The assessee filed a return of income claiming certain deductions as revenue expenditure disclosing the same under the head ‘financial expenses’ in the return of income filed by him. This return was taken for scrutiny and after adjudication, the Assessing Officer held that the claim made by the assessee as revenue expenditure is capital in nature and allowed the deduction claimed by the assessee. Having held so, separate proceedings were initiated under Section 271(1)(c) of the Act to levy penalty for willful concealment of the particulars of income and for furnishing inaccurate particulars of such income. In the printed proforma issued by the Assessing Officer under Section 274 read with Section 271 of the Act the Assessing Officer has deleted the paragraph relating to “have concealed the particulars of your income or furnished inaccurate particulars of such income” and has put a right mark on the printed form relating to the para “failure to comply with a notice under Section 22(4)/23(2) of the Indian Income-tax Act, 1922 or under Section 142(1)/143(2) of the Income Tax Act, 1961” which corresponds to Section 271(1)(b) of the Act.
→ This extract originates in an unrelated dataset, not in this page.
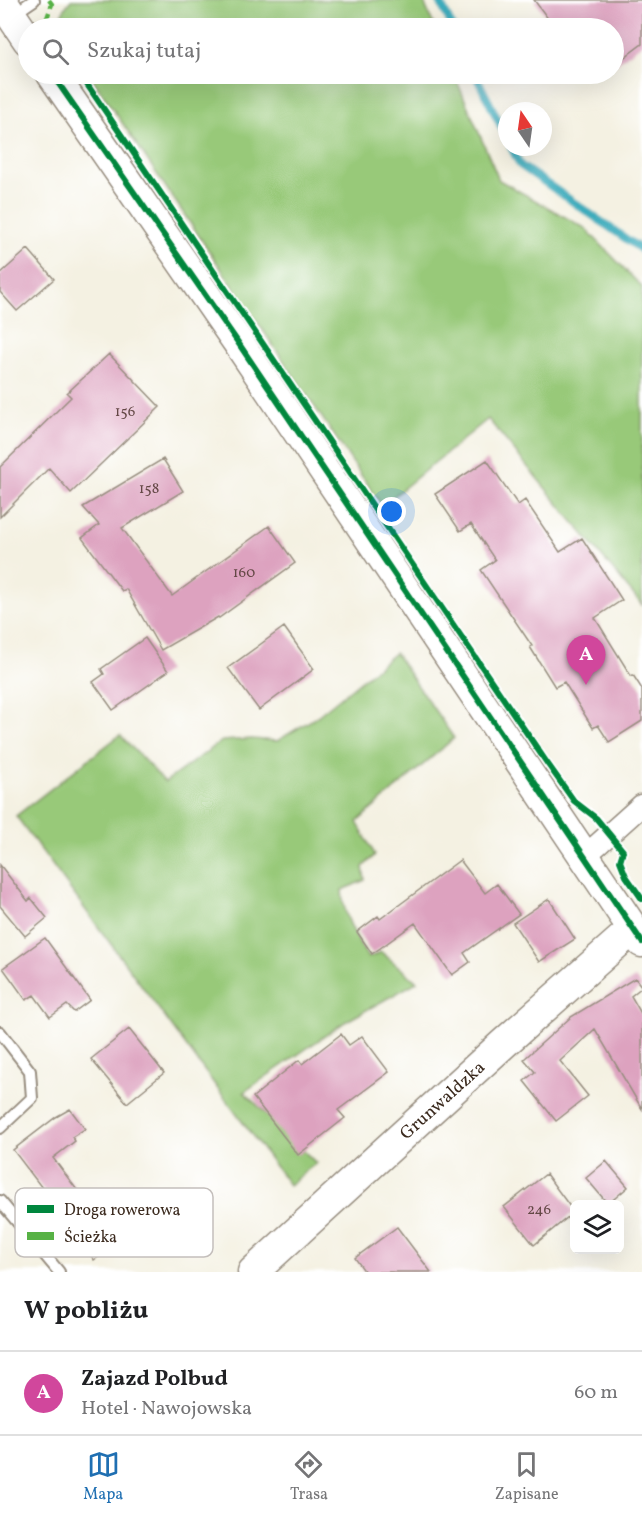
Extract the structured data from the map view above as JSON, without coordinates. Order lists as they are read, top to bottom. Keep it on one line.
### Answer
{"streets":{"street":["Grunwaldzka"]},"house_numbers":["156","158","160","246"],"legend":["Droga rowerowa","Ścieżka"],"north":"top","page":{"search":"Szukaj tutaj","pins":"A","heading":"W pobliżu","list":[{"mark":"A","name":"Zajazd Polbud","note":"Hotel · Nawojowska","value":"60 m"}],"nav":["Mapa","Trasa","Zapisane"]}}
The High Court had to consider whether such a notice is proper in law. HELD by the High Court:

(i) It is clear that the notice is issued proposing to levy penalty under Section 271(1)(b) of the Act whereas the order is passed by the Assessing Officer under Section 271(1)(c) of the Act which clearly indicates that there was no application of mind by the Assessing Officer while issuing the notice under Section 274 of the Act. It is imperative from the order under Section 271(1)(c) of the Act that the Assessing Officer noticed that the assessee has declared the revenue expenditure in the financial expenses which was capital in nature. This is based on the verification of details of the return of income filed by the assessee. If so, there was no occasion for the Assessing Officer to come to a conclusion that there was concealment of the income by the assessee or the assessee has filed inaccurate particulars. The very particulars were available in the return of income;

(ii) This clearly indicates that the Assessing Officer had no jurisdiction to pass the penalty order under Section 271(1)(c) of the Act without issuing a proper notice as required under law and moreover, when the particulars are disclosed in the return of income;

(iii) As regards Section 271(1-B) of the Act, it clearly indicates that the assessment order should contain a direction for initiation of proceedings. Merely saying that the penalty proceedings have been initiated would not satisfy the requirement, a direction to initiate proceeding shall be clear and not be ambiguous;

(iv) In the light of the said judgment of the Co-ordinate Bench in CIT vs. Manjunatha Cotton And Ginning Factory 350 ITR 565 (Kar), we are of the considered view that the Assessing Officer has not applied his mind at the time of issuing notice under Section 274 R/W Section 271(1)(b) of the Act. This view is fortified by the order passed under Section 271(1)(c) of the Act. No direction is coming forth in the assessments order for levying penalty which is mandatory as per Section 271(1B) of the Act. Considering the relevant factors, appellate commissioner has rightly allowed the appeal of the assessee setting-aside the order passed by the Assessing Officer which has been reversed by the ITAT on the ground that the assessee deliberately evaded the payment of tax by declaring the capital expenditure as revenue expenditure in the ‘financial expenses’. In our considered opinion, for the reasons stated above, the order passed by the ITAT is not sustainable. Accordingly, we set aside the order of the ITAT and restore the order passed by the CIT(A) answering the substantial questions of law in favour of the assessee and against the revenue.